**Exercise aim**:
Find the lines in the material below that include the word "rotate", count them, and give that count alone.

**Excerpted data**:
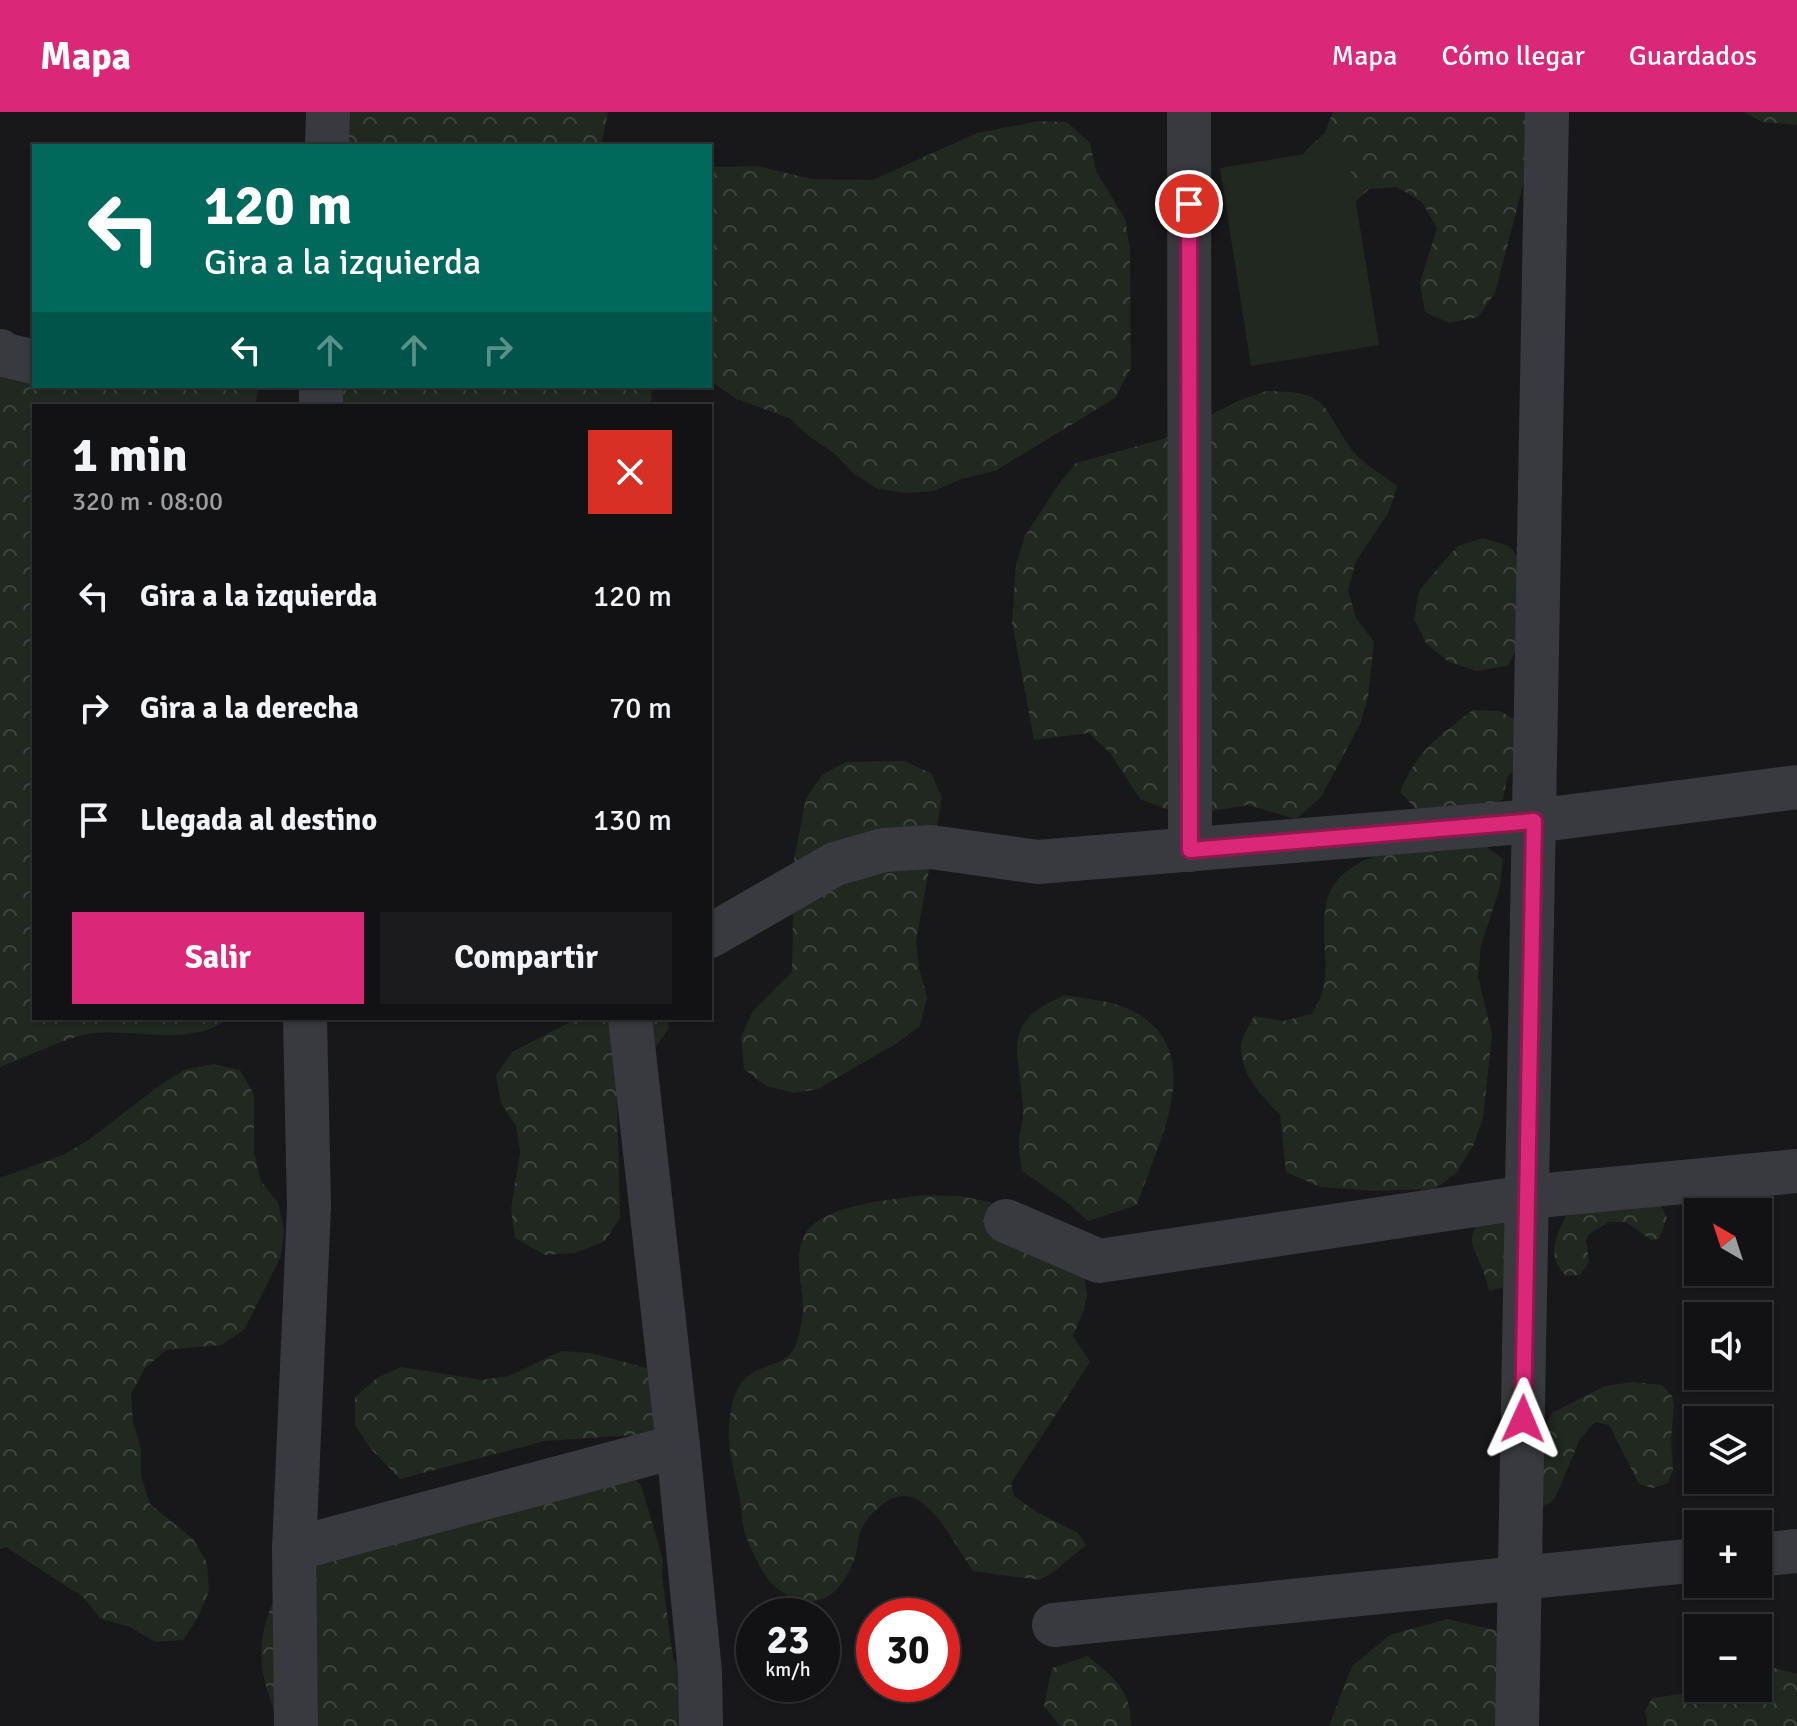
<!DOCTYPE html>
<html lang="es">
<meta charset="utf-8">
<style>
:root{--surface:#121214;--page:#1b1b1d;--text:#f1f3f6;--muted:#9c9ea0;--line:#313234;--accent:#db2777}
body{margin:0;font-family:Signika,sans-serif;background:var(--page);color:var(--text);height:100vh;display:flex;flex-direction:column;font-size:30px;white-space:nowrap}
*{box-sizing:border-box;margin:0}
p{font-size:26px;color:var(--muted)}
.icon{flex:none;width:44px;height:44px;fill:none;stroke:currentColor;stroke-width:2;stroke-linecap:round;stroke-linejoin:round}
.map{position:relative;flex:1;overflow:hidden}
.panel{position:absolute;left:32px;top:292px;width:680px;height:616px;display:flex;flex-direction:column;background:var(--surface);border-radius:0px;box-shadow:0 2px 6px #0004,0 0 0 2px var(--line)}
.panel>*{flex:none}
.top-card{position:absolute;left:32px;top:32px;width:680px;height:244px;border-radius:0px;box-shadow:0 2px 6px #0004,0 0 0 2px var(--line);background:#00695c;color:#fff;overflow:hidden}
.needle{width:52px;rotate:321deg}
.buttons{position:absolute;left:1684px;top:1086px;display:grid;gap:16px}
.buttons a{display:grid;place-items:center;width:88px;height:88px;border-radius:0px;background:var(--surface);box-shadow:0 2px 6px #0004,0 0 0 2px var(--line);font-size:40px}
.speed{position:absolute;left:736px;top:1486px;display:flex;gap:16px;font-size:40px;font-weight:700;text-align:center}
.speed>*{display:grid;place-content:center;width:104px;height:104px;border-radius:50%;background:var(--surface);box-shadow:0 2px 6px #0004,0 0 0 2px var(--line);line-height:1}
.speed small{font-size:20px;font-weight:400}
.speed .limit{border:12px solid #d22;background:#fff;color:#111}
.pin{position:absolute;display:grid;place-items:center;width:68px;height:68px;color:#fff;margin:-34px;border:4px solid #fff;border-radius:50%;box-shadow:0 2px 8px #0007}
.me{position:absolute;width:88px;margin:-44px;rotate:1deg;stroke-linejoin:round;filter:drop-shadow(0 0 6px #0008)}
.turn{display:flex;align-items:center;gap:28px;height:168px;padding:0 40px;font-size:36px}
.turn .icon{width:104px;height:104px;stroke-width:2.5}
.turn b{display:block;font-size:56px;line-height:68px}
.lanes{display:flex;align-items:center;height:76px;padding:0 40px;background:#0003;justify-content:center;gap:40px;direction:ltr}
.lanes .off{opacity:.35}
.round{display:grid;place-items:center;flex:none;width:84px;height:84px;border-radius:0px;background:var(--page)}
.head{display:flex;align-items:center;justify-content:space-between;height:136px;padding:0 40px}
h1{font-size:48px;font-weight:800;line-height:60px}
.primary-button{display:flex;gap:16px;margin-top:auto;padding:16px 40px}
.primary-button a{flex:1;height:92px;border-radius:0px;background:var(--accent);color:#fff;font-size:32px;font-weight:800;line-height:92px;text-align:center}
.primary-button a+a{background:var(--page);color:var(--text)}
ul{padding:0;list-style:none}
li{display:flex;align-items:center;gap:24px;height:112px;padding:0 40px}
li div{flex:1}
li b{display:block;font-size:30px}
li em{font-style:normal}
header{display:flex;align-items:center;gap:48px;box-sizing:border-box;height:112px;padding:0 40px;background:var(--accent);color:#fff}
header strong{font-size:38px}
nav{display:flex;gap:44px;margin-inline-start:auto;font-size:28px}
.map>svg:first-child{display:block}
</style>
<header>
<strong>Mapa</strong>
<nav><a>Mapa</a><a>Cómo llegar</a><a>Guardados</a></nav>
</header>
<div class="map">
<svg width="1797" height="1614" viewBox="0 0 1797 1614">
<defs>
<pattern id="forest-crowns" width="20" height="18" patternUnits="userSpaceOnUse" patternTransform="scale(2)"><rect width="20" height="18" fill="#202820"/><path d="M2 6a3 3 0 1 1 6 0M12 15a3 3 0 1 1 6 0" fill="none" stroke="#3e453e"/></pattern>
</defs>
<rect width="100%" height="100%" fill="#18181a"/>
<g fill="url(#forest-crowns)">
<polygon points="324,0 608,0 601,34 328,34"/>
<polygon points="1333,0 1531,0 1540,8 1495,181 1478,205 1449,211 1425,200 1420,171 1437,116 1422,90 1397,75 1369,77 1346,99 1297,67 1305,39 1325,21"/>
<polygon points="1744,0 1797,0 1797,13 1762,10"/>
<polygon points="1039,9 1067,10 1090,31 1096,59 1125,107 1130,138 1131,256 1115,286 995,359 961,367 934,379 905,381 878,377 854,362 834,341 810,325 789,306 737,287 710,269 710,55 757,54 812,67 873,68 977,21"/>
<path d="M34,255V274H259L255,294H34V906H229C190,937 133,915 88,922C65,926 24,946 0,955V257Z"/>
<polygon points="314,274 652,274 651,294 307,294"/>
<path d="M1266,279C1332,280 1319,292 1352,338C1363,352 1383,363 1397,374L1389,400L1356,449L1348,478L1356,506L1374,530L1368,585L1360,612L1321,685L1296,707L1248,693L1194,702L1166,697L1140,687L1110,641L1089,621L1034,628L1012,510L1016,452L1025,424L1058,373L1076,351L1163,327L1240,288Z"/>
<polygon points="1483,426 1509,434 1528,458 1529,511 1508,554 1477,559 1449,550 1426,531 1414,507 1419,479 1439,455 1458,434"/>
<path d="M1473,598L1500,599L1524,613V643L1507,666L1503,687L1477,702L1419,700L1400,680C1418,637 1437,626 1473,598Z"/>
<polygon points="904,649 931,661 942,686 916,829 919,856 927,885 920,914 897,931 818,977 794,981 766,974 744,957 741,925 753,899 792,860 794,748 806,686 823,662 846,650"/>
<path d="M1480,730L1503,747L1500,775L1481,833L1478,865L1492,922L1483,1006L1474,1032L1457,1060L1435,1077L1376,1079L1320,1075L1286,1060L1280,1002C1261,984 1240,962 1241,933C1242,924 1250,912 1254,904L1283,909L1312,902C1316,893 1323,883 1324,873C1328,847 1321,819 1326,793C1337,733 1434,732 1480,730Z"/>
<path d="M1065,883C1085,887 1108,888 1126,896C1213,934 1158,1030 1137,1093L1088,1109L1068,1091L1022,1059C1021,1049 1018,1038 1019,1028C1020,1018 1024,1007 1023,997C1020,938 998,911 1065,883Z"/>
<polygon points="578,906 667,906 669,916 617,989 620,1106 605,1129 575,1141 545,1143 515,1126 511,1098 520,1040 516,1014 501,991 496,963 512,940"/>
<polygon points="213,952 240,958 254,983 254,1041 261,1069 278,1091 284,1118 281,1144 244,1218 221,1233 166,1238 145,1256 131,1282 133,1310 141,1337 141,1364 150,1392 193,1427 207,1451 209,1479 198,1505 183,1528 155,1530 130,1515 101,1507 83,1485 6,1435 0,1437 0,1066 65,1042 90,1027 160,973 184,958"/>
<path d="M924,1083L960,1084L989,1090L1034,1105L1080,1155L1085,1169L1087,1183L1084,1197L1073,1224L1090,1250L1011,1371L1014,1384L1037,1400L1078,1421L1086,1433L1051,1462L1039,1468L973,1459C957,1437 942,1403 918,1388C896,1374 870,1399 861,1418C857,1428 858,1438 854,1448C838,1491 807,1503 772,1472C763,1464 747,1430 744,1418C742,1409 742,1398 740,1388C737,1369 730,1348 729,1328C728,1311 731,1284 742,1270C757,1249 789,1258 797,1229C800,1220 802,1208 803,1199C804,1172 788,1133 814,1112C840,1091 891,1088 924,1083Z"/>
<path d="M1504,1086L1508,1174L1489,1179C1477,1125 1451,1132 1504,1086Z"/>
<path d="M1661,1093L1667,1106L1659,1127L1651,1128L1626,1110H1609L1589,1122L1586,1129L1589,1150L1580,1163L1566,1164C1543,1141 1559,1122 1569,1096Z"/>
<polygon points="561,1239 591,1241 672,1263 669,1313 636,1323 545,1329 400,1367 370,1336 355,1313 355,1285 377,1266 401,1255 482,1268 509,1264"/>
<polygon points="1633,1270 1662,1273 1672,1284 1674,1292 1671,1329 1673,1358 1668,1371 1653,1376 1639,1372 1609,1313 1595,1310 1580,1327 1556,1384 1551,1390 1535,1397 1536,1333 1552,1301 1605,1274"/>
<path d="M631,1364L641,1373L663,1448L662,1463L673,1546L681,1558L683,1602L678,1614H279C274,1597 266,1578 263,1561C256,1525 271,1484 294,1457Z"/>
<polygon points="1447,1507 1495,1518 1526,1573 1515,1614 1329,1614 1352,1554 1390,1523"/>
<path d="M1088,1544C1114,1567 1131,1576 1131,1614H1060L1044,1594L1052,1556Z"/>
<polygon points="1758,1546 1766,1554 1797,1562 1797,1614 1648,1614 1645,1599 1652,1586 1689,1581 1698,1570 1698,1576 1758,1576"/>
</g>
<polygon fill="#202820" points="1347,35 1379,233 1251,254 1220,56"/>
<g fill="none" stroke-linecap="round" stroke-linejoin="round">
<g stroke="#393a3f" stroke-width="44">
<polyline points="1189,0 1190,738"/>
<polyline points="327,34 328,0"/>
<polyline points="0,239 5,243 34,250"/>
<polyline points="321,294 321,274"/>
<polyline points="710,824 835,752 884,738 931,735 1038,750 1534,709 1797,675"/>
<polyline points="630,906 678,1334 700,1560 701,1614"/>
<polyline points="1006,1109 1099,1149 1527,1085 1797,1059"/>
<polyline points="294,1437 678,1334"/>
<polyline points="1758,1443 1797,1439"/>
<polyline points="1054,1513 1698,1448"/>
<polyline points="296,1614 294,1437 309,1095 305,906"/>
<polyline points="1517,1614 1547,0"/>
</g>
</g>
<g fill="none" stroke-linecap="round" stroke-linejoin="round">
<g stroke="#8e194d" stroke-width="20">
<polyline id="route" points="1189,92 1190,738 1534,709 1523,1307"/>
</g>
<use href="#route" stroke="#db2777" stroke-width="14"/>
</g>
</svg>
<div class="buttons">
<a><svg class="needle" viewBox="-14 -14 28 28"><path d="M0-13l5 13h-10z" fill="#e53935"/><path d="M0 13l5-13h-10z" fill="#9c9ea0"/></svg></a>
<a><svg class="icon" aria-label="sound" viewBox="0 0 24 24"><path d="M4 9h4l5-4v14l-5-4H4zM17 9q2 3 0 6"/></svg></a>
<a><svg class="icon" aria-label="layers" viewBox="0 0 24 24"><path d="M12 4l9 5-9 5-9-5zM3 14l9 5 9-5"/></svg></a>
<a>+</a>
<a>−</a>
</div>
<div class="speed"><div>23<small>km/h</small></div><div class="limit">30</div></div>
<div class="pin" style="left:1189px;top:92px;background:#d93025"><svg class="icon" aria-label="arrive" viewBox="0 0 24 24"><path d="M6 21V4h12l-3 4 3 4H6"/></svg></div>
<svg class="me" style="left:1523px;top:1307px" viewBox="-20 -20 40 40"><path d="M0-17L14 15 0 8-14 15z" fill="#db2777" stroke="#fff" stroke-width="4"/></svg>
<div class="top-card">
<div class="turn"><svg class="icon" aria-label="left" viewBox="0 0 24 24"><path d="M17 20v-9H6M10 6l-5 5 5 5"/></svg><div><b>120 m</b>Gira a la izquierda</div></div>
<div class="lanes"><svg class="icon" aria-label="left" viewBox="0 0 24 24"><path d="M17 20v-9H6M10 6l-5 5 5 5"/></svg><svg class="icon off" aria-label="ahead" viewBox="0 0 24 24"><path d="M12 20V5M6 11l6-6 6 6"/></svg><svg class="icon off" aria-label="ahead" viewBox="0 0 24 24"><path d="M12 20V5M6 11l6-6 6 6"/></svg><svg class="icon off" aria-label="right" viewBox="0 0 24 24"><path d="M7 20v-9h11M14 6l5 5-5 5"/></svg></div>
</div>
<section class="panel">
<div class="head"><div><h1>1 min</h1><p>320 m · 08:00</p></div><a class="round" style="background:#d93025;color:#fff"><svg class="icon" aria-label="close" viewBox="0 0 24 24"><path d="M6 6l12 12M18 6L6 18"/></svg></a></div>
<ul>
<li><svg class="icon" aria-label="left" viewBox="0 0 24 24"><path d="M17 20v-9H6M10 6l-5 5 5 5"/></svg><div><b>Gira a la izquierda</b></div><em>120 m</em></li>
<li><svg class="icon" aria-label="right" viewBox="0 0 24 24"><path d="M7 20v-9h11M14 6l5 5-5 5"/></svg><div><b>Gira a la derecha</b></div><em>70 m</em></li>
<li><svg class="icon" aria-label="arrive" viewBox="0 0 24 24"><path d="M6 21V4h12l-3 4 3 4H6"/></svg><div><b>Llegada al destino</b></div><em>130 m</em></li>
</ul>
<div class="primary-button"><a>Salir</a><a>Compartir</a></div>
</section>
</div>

**Exercise output**:
2